We investigate the ground and low excited states of a rotating, weakly interacting Bose-Einstein condensed gas in a harmonic trap for a given angular momentum. Analytical results in various limits as well as numerical results are presented, and these are compared with those of previous studies. Within the mean-field approximation and for repulsive interaction between the atoms, we find that for very low values of the total angular momentum per particle, L/N⃗0, where Lħ is the angular momentum and N is the total number of particles, the angular momentum is carried by quadrupole (|m|=2) surface modes. For L/N=1, a vortexlike state is formed and all the atoms occupy the m=1 state. For small negative values of L/N-1, the states with m=0 and m=2 become populated, and for small positive values of L/N-1, atoms in the states with m=5 and m=6 carry the additional angular momentum.

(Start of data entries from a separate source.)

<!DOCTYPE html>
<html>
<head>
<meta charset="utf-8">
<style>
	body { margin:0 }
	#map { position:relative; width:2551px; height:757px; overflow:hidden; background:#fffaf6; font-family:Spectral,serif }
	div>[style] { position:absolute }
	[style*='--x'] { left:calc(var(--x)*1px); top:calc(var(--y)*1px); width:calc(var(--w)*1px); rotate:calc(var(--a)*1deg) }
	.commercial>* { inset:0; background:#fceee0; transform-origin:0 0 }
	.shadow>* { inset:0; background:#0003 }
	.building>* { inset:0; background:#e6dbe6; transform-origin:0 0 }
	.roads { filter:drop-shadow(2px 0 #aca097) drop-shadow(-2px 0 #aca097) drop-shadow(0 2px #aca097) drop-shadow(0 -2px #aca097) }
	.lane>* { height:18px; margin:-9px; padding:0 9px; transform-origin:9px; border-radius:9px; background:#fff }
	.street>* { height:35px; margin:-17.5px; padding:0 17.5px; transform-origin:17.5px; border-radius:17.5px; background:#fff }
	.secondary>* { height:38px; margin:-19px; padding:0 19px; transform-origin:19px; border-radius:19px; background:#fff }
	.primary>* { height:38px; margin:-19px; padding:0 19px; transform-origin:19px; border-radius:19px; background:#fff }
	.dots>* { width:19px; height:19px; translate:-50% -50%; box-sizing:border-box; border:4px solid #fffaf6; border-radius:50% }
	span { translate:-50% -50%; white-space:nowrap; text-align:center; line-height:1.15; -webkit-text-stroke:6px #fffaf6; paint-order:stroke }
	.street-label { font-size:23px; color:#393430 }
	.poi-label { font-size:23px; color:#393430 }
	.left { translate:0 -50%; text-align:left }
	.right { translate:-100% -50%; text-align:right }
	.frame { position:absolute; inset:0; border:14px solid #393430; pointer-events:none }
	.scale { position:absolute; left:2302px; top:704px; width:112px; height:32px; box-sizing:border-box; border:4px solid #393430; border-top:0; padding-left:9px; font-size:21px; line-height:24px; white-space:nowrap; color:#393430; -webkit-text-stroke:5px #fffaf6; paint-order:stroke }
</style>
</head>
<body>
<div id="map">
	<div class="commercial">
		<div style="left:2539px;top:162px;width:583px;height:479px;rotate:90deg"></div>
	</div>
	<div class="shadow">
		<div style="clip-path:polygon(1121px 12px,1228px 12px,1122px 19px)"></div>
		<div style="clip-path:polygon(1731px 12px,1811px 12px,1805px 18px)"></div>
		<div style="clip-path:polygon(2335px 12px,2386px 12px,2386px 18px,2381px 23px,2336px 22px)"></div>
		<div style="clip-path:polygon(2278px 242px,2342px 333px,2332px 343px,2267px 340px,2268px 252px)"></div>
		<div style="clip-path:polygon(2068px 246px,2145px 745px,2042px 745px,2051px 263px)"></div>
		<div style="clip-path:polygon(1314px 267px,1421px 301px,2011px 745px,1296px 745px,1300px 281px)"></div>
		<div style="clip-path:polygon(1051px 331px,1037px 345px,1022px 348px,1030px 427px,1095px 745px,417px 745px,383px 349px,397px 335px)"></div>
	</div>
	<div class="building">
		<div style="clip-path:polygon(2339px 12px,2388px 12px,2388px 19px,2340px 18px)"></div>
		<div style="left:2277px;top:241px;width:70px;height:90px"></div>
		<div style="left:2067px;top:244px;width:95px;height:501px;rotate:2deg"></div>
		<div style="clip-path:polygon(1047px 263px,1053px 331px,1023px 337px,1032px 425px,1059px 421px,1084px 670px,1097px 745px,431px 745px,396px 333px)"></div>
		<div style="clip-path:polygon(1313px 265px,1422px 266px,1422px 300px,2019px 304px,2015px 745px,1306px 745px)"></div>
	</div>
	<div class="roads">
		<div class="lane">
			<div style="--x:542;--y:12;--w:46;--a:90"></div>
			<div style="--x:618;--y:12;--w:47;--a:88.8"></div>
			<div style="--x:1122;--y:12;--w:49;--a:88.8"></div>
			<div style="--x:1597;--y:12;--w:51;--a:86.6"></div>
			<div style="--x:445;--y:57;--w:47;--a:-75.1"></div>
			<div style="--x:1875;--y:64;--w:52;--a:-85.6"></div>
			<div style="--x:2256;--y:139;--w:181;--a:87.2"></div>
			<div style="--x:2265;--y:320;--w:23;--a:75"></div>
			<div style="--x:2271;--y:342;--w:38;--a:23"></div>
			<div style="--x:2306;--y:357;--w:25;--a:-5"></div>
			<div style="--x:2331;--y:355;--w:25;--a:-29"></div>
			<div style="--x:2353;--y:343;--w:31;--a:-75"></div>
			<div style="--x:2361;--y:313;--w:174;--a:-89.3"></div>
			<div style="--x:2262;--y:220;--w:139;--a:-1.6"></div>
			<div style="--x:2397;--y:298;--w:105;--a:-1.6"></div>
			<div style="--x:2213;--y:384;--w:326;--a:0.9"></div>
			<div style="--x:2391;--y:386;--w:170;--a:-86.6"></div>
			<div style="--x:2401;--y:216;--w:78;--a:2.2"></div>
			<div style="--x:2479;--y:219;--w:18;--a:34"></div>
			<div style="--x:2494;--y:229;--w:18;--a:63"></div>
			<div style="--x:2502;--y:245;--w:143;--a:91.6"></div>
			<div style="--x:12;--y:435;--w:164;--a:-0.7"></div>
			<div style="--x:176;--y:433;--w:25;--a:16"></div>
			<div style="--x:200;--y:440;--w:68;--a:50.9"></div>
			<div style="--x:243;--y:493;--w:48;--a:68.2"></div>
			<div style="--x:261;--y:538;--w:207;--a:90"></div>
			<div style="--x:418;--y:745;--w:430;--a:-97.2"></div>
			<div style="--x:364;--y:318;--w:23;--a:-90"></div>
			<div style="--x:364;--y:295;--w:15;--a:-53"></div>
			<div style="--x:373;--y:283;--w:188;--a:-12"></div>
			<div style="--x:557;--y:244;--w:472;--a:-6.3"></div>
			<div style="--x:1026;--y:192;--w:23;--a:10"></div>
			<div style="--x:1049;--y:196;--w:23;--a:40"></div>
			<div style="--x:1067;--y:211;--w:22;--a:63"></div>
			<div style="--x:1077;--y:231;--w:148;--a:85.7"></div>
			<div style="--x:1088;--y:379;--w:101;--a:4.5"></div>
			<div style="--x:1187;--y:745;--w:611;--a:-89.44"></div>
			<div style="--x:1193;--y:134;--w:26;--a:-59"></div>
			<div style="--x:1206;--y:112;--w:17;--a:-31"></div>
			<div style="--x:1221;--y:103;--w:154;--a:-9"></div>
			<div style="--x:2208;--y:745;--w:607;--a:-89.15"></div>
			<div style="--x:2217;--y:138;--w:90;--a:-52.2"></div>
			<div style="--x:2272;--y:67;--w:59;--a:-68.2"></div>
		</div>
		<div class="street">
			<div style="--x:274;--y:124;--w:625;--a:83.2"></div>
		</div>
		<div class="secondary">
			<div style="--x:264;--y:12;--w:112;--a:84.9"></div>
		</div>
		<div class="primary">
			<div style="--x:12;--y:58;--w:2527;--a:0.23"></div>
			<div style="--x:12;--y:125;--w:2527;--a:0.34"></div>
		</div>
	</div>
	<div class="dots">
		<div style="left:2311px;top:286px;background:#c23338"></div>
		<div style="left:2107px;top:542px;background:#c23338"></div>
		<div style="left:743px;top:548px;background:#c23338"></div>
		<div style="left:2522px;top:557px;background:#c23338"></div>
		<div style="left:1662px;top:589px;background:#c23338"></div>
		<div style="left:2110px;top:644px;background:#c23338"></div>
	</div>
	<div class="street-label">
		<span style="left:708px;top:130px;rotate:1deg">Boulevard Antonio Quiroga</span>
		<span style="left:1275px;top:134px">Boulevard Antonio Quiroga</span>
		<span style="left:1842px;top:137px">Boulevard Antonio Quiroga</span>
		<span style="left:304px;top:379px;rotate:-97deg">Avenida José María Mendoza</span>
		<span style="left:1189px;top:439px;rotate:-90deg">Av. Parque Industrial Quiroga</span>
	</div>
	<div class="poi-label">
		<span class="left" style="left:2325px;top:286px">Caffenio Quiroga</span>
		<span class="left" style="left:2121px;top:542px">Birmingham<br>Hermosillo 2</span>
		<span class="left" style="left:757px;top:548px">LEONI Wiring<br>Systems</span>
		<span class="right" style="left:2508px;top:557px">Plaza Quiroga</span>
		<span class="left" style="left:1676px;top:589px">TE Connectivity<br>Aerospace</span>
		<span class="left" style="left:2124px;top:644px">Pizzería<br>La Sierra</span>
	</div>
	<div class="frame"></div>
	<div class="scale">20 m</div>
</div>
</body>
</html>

In the whole region 0<~L/N<~1, we have strong analytic and numerical evidence that the interaction energy drops linearly as a function of L/N. We have also found that an array of singly quantized vortices is formed as L/N increases. Finally, we have gone beyond the mean-field approximation and have calculated the energy of the lowest state up to order N for small negative values of L/N-1, as well as the energy of the low-lying excited states.